THIRD SUPPLEMENTAL INDENTURE DATED AS OF SEPTEMBER 14, 2017 TO INDENTURE DATED JUNE 9, 2015 DUPONT FABROS TECHNOLOGY, L.P., AS ISSUER, DIGITAL REALTY TRUST, INC., AS GUARANTOR, AND AS TRUSTEE
Exhibit 4.2
THIRD SUPPLEMENTAL INDENTURE
DATED AS OF SEPTEMBER 14, 2017
TO INDENTURE DATED JUNE 9, 2015
DUPONT FABROS TECHNOLOGY, L.P., AS ISSUER,
DIGITAL REALTY TRUST, INC., AS GUARANTOR,
AND
U.S. BANK NATIONAL ASSOCIATION,
AS TRUSTEE
5.625% SENIOR NOTES DUE 2023
THIS THIRD SUPPLEMENTAL INDENTURE, entered into as of September 14, 2017 (the “Third Supplemental Indenture”) among DuPont Fabros Technology, L.P., a Maryland limited partnership (the “Operating Partnership”), Digital Realty Trust, Inc. (“DLR”), a Maryland corporation and successor to DuPont Fabros Technology, Inc. (the “Company”), and U.S. Bank National Association, a national banking association, as Trustee (the “Trustee”).
RECITALS
WHEREAS, the Operating Partnership, the Guarantors party thereto and the Trustee entered into an Indenture, dated as of June 9, 2015 (the “Base Indenture”), as supplemented by the First Supplemental Indenture, dated as of June 9, 2015 (the “First Supplemental Indenture”) and the Second Supplemental Indenture, dated as of September 8, 2017 (the “Second Supplemental Indenture” and together with the Base Indenture and the First Supplemental Indenture, the “Indenture”), relating to the Operating Partnership’s 5.625% Senior Notes due 2023 (the “Notes”);
WHEREAS, DLR, Digital Realty Trust, L.P., Penguins REIT Sub, LLC (“REIT Merger Sub”), Penguins OP Sub 2, LLC and Penguins OP Sub, LLC (collectively, the “DLR Parties”), on the one hand and the Company and the Operating Partnership, on the other hand, entered into an Agreement and Plan of Merger (the “Merger Agreement”), dated as of June 8, 2017, pursuant to which the Company will be merged with and into REIT Merger Sub (the “REIT Merger”) and Penguins OP Sub, LLC will be merged with and into the Operating Partnership (the “Partnership Merger” and, together with the REIT Merger, the “Mergers”) (the “Closing”) contemplated thereby as of the date hereof;
WHEREAS, immediately following the completion of the Mergers, REIT Merger Sub will be merged with and into DLR; and
WHEREAS, Section 5.03 of the Indenture provides that no Guarantor may merge with or into any other Person unless such other Person becomes a Guarantor concurrently with such transaction.
AGREEMENT
NOW, THEREFORE, in consideration of the premises and mutual covenants herein contained and intending to be legally, the parties to this Third Supplemental Indenture hereby agree as follows:
Section 1. Capitalized terms used herein and not otherwise defined herein are used as defined in the Indenture.

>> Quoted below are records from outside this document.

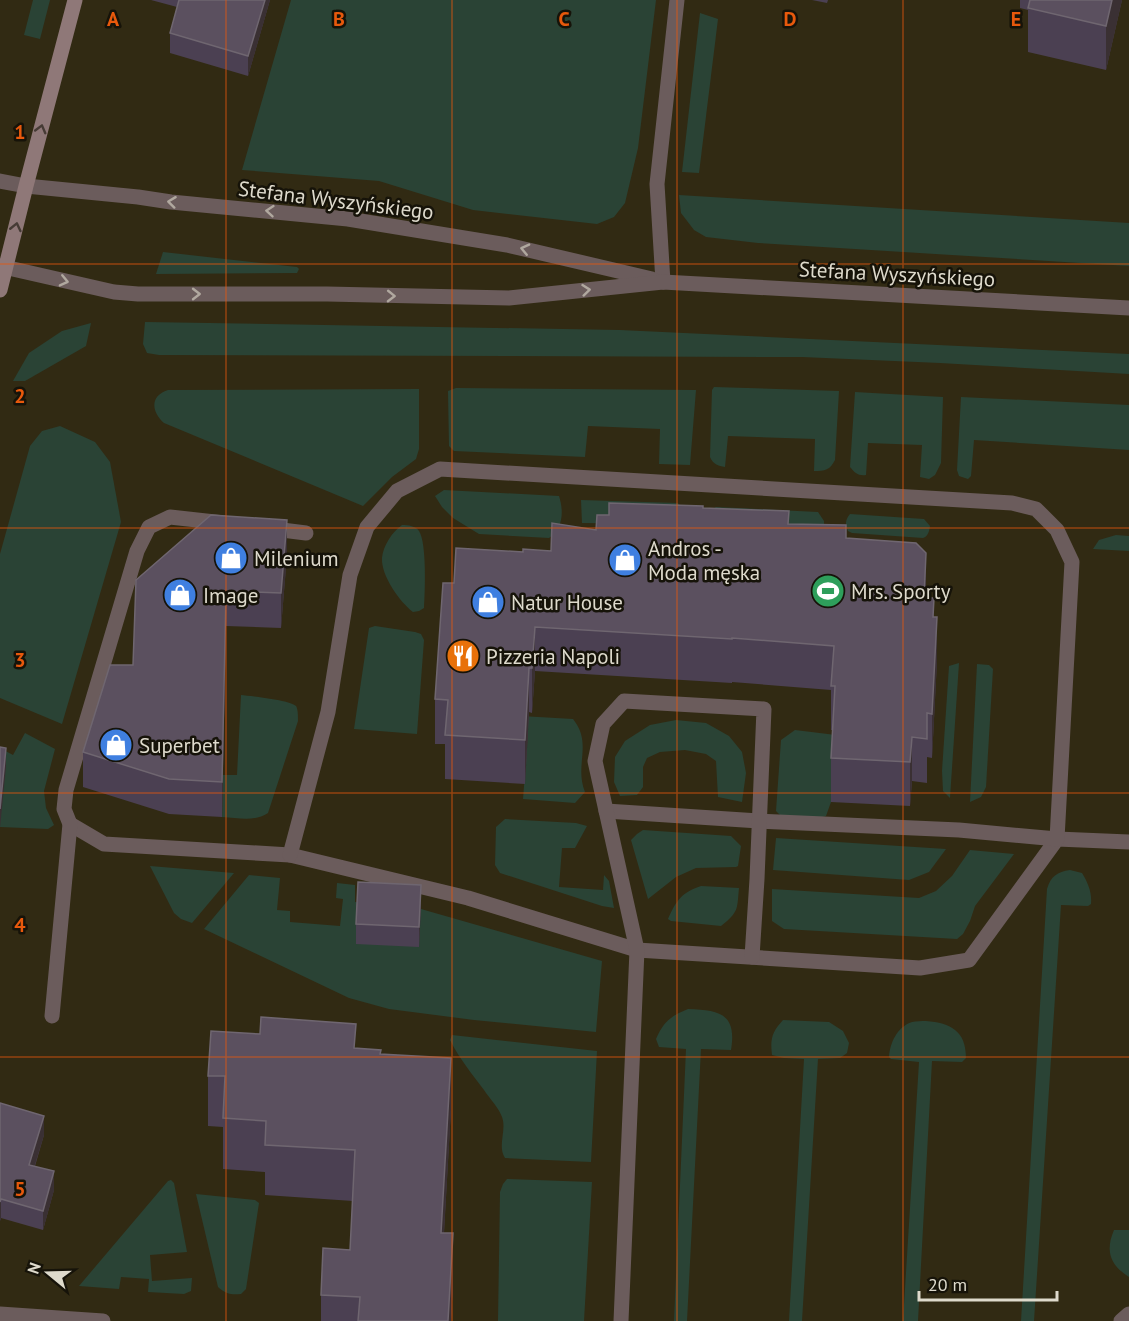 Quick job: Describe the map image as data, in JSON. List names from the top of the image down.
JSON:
{
  "streets": {
    "street": ["Stefana Wyszyńskiego"]
  },
  "places": {
    "shop": [
      "Milenium",
      "Andros - Moda męska",
      "Image",
      "Natur House",
      "Superbet"
    ],
    "sports": ["Mrs. Sporty"],
    "restaurant": ["Pizzeria Napoli"]
  },
  "scale_bar": "20 m",
  "north": "left",
  "grid": {
    "columns": [
      "A",
      "B",
      "C",
      "D",
      "E"
    ],
    "rows": [
      "1",
      "2",
      "3",
      "4",
      "5"
    ]
  }
} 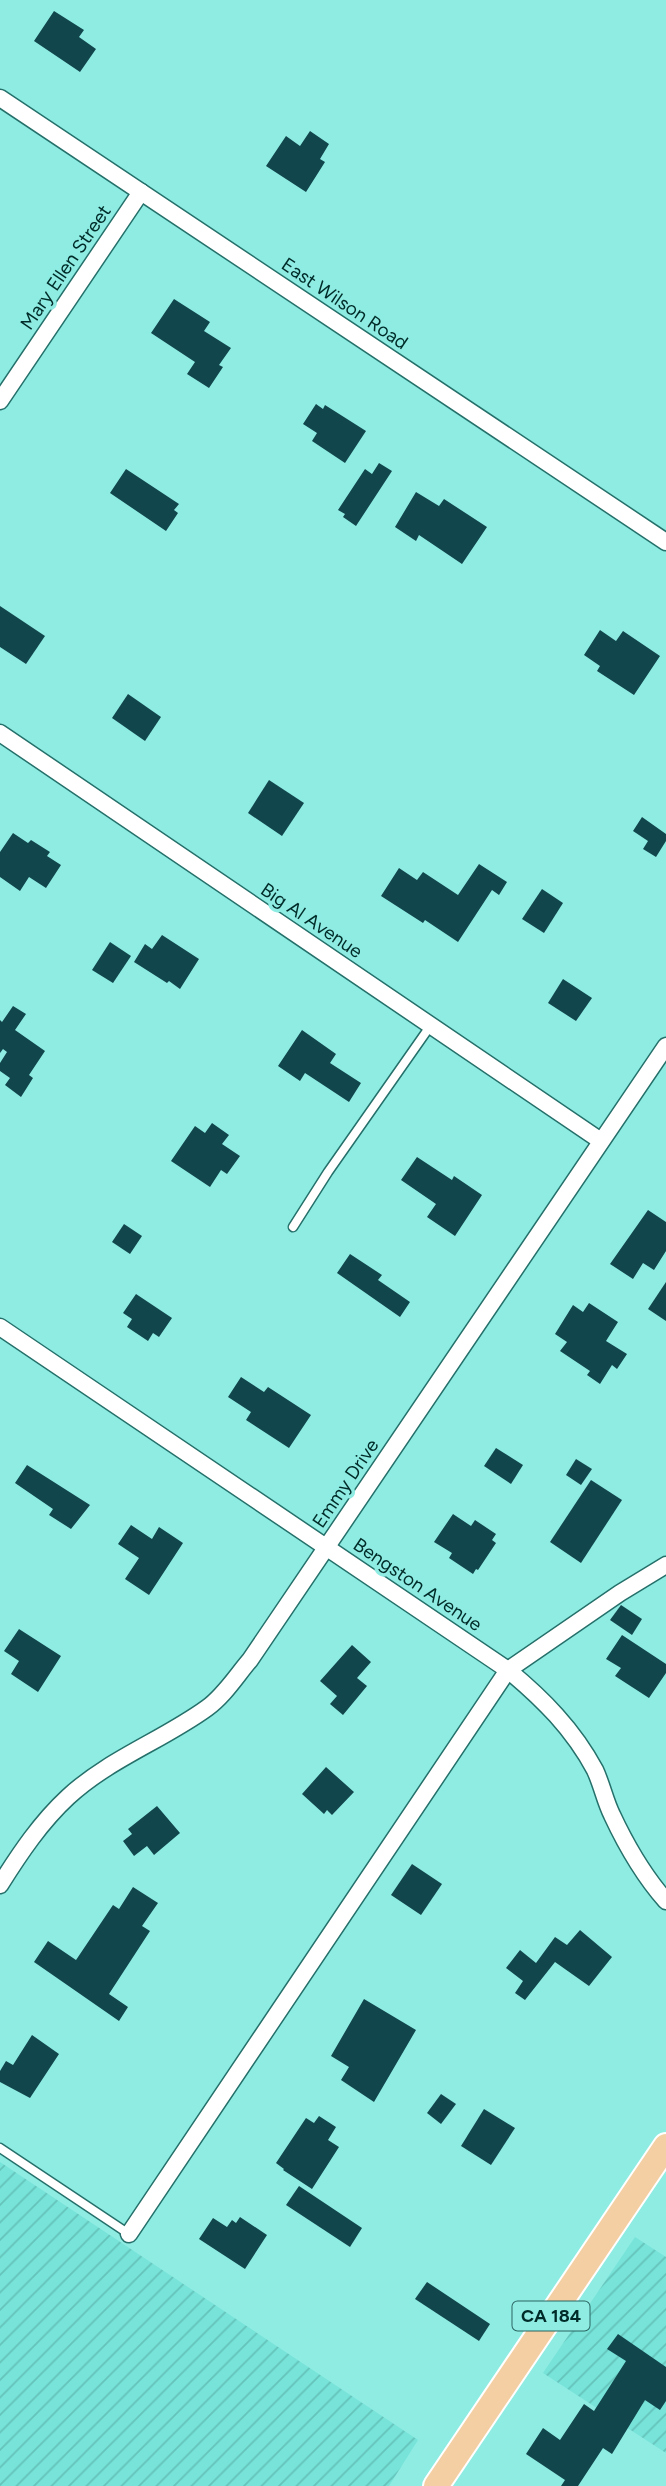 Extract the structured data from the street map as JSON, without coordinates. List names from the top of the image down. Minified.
{"streets":{"main road":["CA 184"],"street":["Mary Ellen Street","East Wilson Road","Big Al Avenue","Emmy Drive","Bengston Avenue"]},"crossings":[["Mary Ellen Street","East Wilson Road"],["Big Al Avenue","Emmy Drive"],["Emmy Drive","Bengston Avenue"]]}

Section 2. DLR, by its execution of this Third Supplemental Indenture, agrees to be a Guarantor under the Indenture and to be legally bound by the terms of the Indenture applicable to Guarantors, including, but not limited to, Article 10 of the First Supplemental Indenture and Article 16 of the Base Indenture.

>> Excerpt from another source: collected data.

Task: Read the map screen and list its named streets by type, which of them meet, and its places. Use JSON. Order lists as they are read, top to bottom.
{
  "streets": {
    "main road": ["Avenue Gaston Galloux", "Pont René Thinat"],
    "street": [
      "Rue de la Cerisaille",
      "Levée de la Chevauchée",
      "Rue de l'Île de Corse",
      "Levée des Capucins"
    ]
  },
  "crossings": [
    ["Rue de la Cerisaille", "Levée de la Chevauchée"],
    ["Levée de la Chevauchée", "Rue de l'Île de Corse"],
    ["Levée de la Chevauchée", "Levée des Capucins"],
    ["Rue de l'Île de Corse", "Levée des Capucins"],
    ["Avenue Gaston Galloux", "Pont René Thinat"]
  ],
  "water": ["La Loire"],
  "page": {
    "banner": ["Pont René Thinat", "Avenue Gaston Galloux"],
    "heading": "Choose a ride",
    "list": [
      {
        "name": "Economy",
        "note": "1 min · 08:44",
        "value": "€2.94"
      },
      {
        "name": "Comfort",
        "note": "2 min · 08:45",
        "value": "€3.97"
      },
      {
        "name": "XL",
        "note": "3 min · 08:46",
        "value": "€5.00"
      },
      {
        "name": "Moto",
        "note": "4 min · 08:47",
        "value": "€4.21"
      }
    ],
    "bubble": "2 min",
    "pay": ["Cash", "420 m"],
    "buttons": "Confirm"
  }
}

Section 3. Notwithstanding any automatic release pursuant to Section 10.04(a) of the First Supplemental Indenture that may otherwise occur, the Guarantors other than the Company hereby reaffirm their guarantee of the Notes.
Section 4. This Third Supplemental Indenture shall be governed in accordance with the laws of the State of New York.

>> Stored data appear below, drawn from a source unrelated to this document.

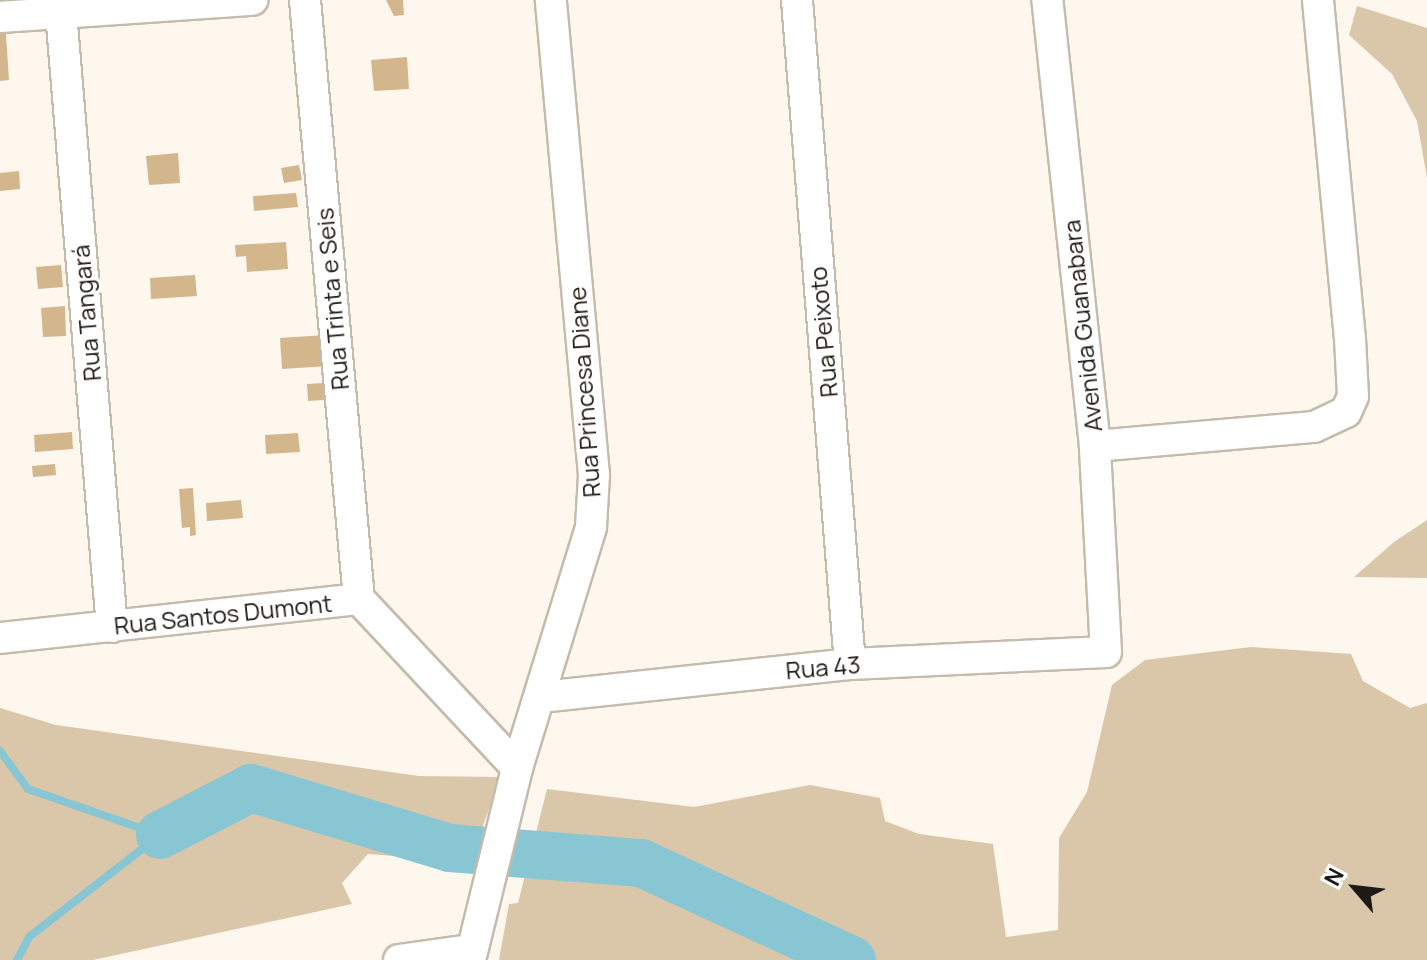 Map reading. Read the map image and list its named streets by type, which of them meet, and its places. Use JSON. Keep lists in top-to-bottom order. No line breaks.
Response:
{"streets":{"street":["Rua Trinta e Seis","Rua Tangará","Avenida Guanabara","Rua Peixoto","Rua Princesa Diane","Rua Santos Dumont","Rua 43"]},"crossings":[["Rua Trinta e Seis","Rua Santos Dumont"],["Rua Tangará","Rua Santos Dumont"],["Avenida Guanabara","Rua 43"],["Rua Peixoto","Rua 43"],["Rua Princesa Diane","Rua Santos Dumont"],["Rua Princesa Diane","Rua 43"]],"north":"top left"} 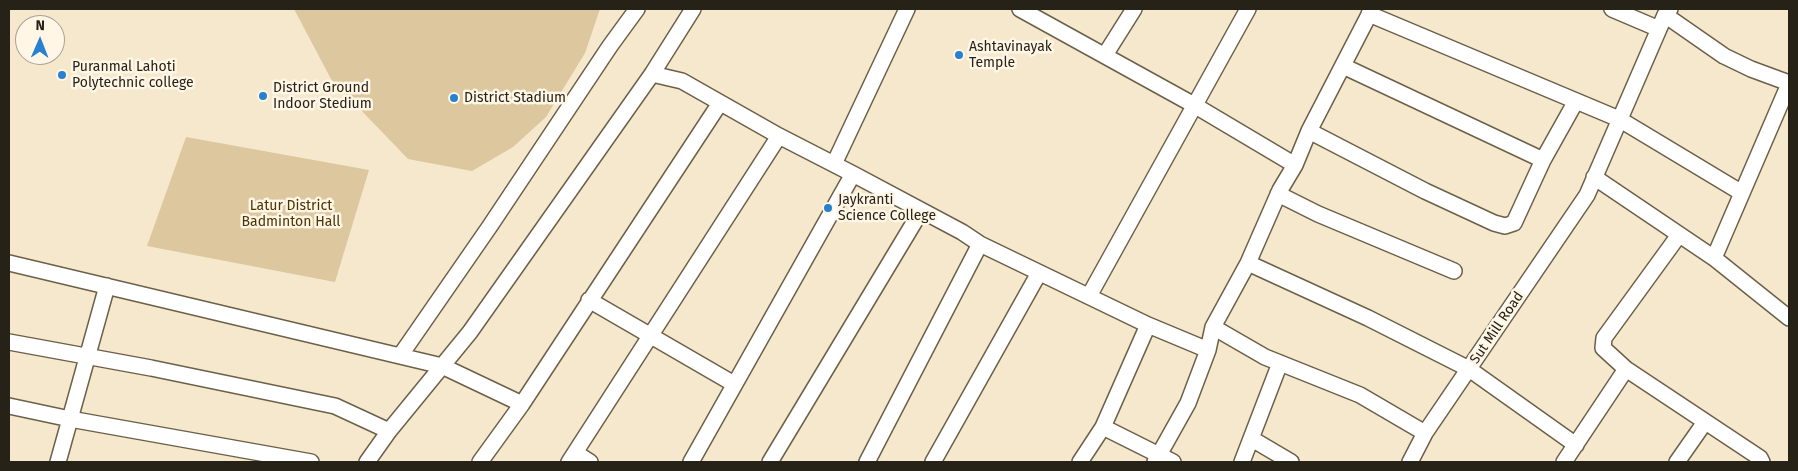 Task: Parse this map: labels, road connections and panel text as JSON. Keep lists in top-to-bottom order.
{
  "streets": {
    "street": ["Sut Mill Road"]
  },
  "parks": ["Latur District Badminton Hall"],
  "places": [
    "Ashtavinayak Temple",
    "Puranmal Lahoti Polytechnic college",
    "District Ground Indoor Stedium",
    "District Stadium",
    "Jaykranti Science College"
  ],
  "north": "top"
}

Section 5. This Third Supplemental Indenture may be signed in various counterparts, which together will constitute one and the same instrument.
Section 6. This Third Supplemental Indenture is an amendment supplemental to the Indenture and this Third Supplemental Indenture will henceforth be read together with the Indenture.
Section 7. The recitals in this Third Supplemental Indenture shall be taken as statements of the Operating Partnership, and the Trustee assumes no responsibility for their correctness. The Trustee makes no representations as to the validity or sufficiency of this Third Supplemental Indenture, except that the Trustee represents that it is duly authorized to execute and deliver this Third Supplemental Indenture and perform its obligations hereunder.
[Signature Page Follows]
IN WITNESS WHEREOF, the parties hereto have caused this Third Supplemental Indenture to be duly executed as of the date first above written.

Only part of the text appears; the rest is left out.